In these circumsances, the duty to defend is the provision of a service which is distinct from indemnification of third party liability, and so it is not necessarily logically limited by the indemnity for liability structure but is controlled by the words of the contractual responsibility to defend. That responsibility is to defend a suit, and there must often be a real possibility that some claims in it may not be covered. Unless the words of the policy require it, there is no manifest or implied reason to reduce or qualify the unambiguous obligation to defend it and pay all expenses of doing so.

In this reasoning, The Law of Liability Insurance 3rd ed Derrington and Ashton paras [8-565]–[8-575], and [9-155]–[9-160] was approved.

This result is not affected by a provision in the following terms: “The Insured shall bear the first $X of each and every claim inclusive of costs associated with the settlement of such claims”. The insurer’s own expenses of performing its contractual obligation to defend the suit are not costs referred to in it. “Costs included” usually means the costs ordered to be paid to the claimant which fall within the indemnity of liability.the insurer’s expenses of conducting the defence do not create any liability in the insured. The usual meaning of “inclusive of all costs incurred” is the costs of the claimant against the insured: Allen v London Guarantee & Accident Co Ltd (1912) 28 TLR 254; National Insurance Company of New Zealand Ltd v Wilson [1941]  NZLR 639; Dodds v Ferguson [1960] Tas SR 160; Government Insurance Office (NSW) v Crowley [1975] 2 NSWLR 78; Commercial & General Insurance Co v Government Insurance Office (NSW) 129 CLR 374. Consequently, such a deductible does not entitle the insurer to apply it to its own expenses in defending the suit, a fortiori, if the payments to defend the suit are called “expenses incurred by the Company” (rather than costs, and thereafter there is a reference to “all costs taxed against the Insured in any such suit”: Australasian Correctional Services Pty Limited v AIG Australia Limited (supra).

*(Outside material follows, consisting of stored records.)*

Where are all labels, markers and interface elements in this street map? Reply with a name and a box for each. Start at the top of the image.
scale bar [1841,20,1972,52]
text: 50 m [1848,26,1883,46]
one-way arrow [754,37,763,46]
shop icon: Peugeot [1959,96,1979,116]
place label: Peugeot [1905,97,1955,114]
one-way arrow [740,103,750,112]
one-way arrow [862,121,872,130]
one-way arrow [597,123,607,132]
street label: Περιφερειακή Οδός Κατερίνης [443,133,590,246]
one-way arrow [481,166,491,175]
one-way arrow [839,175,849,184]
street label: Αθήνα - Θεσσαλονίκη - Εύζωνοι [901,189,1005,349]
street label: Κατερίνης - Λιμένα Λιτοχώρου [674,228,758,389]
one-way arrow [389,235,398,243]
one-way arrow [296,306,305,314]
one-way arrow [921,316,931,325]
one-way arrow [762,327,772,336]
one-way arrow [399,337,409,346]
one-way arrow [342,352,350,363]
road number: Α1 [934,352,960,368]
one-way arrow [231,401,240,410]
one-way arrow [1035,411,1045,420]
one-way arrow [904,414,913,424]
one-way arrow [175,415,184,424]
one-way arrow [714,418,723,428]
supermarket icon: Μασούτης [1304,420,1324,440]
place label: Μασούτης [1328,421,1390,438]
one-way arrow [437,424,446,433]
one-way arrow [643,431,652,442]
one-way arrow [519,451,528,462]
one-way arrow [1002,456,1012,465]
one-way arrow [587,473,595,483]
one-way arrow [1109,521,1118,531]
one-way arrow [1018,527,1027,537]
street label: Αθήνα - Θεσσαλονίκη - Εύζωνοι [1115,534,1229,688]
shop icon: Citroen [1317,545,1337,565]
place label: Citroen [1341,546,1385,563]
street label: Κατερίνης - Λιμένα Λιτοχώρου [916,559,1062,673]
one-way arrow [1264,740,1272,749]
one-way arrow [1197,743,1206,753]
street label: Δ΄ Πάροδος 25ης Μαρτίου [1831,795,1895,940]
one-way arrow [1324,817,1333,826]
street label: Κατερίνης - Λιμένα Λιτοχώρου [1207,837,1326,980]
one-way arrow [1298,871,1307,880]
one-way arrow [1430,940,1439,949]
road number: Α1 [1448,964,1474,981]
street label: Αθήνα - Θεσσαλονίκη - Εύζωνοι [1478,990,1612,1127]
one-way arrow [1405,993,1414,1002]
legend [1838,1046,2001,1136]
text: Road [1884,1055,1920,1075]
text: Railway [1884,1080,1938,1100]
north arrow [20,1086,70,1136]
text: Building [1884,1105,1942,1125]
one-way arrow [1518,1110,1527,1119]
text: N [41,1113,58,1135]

Such caution is necessary in this reasoning. The cover for the insured’s costs of defending a claim is first party cover as a practical addition to the policy’s primary third party liability cover, and the two are joined in a composite policy because the costs cover is supplementary to the liability cover. Consequently, care must be taken to avoid too much mphasis on the factor of liability when addressing the applicatiom of the defence costs provision.  Of course, this observati0n does not apply to the cover of the insuredd’s liability to the third party under a costs order, which is a pure third party liability. This recognition would avoid an anomaly if the insurer’s defence expenses obligation has a limit which is separate and distinct from the liability cover’s deductible but can be used to fill it and so erode its cover. In that form its words and structure would keep liability, including liability for costs to the third party, and the expense of funding the defence of the suit broadly distinct.

These principles are analogous to those relating to the apportionment of the cost of mitigating harm under a Civil Liability policy, where part of the harm is within and part without the cover: New Zealand Products (upra) 1242.

In Illinois, if the insurer has a contractual obligation to defend a suit, it must do so if conduct covered by the policy is alleged: Health Care Industry Liability Insurance Program v Momence Meadows Nursing Center, Inc. 566 F.3d 689 at 696–699 (7 CCA 2009); Connecticut Indemnity Company v DER Travel Service, Inc. [2003] USCA7 272; 328 F.3d 347 at 349 (7 CCA 2003); Hurst-Rosche Engineers v Commercial Union Insurance Company [1995] USCA7 421; 51 F.3d 1336 at 1342 (7 CCA 1995). This obligation to defend comes with the obligation to pay for the defence.